In South Carolina, the weather is balmy and sunny most of the time, even in winter. In Palanga, the biggest Lithuanian resort, which has become his first destination in his career as a professional basketball player, the weather, he says, is horrible, though Palanga residents are enjoying a snowless, relatively warm winter this season.

In the off-season, even in a warm winter like this, Palanga seemingly puts one into a drowsy, never-ending lethargy. “It is very cold in Lithuania. Besides, it rains a lot. Pretty nasty weather so far,” the 23-year-old says quietly, slouching on the chair in front of me. Although the heating is on in the editorial office, and I feel like taking my summer jacket off, he stays in his thick sporty winter coat.
In Palanga, even in a warm winter like this, you can walk five blocks without seeing a single living soul. Not even a stray dog.

If not for Davis’ lanky posture, his 6’6 height, so extraordinary for Palanga, and the athletic gait, I notice, in giant-size sportswear, the hood he wears outdoors would be enough to keep gawkers’ stares away from the Afro-American. And, sure, the drizzly weather is a big help in keeping a low profile. Even for Davis.
Most of the 27 LBL players from Russia, Ukraine and the Balkans went home for the brief Christmas holidays, but the LBL Americans stayed in Lithuania.

There is a decline in the number of players, from 39 last year to 27 this year, but American hoopsters are a sought-after commodity. Not only for their sharp shooting, aggressive rebounding, tenacity and stamina, but also for such practical reasons like taxes.
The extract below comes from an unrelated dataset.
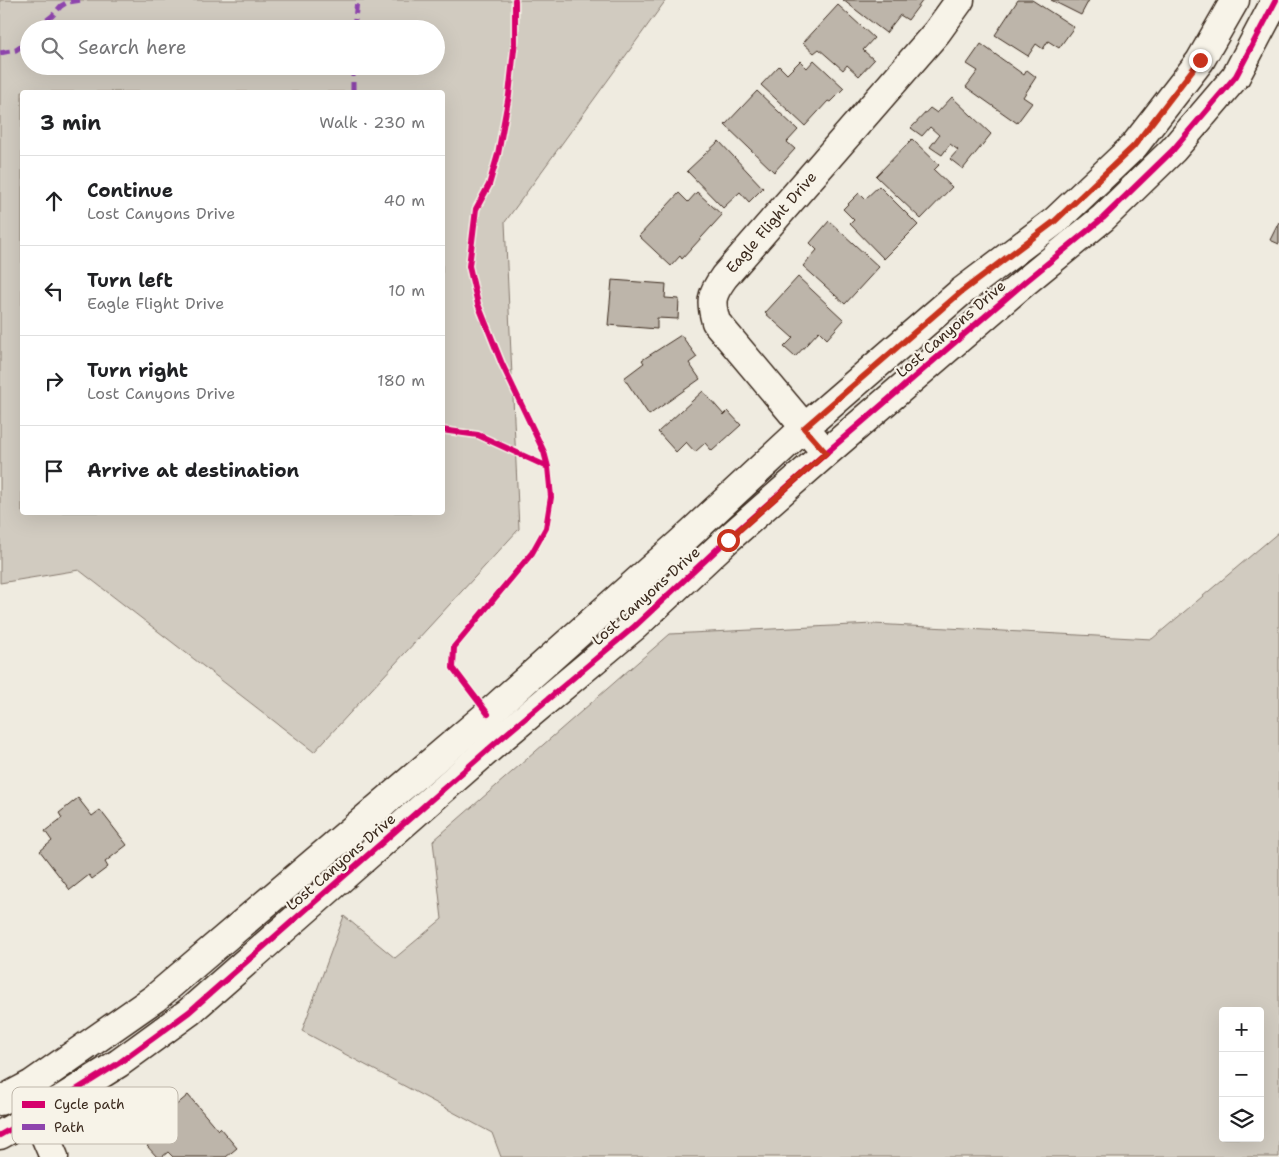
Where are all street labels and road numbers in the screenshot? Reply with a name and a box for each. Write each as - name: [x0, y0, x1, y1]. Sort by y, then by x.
- street label: Eagle Flight Drive: [722, 167, 821, 278]
- street label: Lost Canyons Drive: [892, 276, 1010, 382]
- street label: Lost Canyons Drive: [588, 542, 704, 650]
- street label: Lost Canyons Drive: [282, 809, 400, 915]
Lithuanians, still crisis-hit, are particularly weary of them. “Contrary to belief, American players for LBL teams, tax-wise, are the cheapest. You pay twice-higher taxes for a local guy, and even more, compared to Americans, for players from the former Soviet bloc. Besides, Americans are usually of low maintenance. Sure, most of the guys see the Lithuanian basketball league as an opportunity to go higher,” says Gediminas Petrauskas, the former Palanga Naglis coach.
When firecrackers at midnight started bursting, sending Palanga New Year revelers onto the streets, or huddling in

Soviet-type apartment block balconies, Davis says he felt a pang in his chest then. He raised his glass of champagne with his extensive family members and friends at the other end of Skype when it was early morning in Lithuania.
“Certainly, the life of a professional athlete, especially being far from home, is tough. In that sense, I feel better than Paul, as I have got accustomed to the style of European basketball and this life,” Johnson says.
Born in Kingston, the capital of Jamaica, he moved to the U.S. in his teenage years and went to Hofstra University in New York City.

At 25, Johnson is playing his third professional season in Europe – he stayed in Portugal during the 2008-2009 season, jostled on Turkish basketball courts a year later, and was recruited by Palanga Naglis for the 2011-2012 season.
“My first year as a pro was tough. But the years spent far away from home have toughened me. Maybe the NBA was not meant for me. The guys play good basketball in Europe, too,” the ex-New Yorker says. “I feel rather comfortable in Lithuania,” he says, not casting a glance to Davis, who sits next to him.

Johnson has proven himself to be a valuable Naglis player, topping the league’s best rebounder list, and is one of the sharpest Naglis shooters. “Dane has exceeded our expectations. He is a real fighter on the court. No doubt, he is a very successful purchase for our team,” Regimantas Juska, Naglis team director, told The Baltic Times. “Paul, however, needs more time to adapt to the team and the life,” he adds.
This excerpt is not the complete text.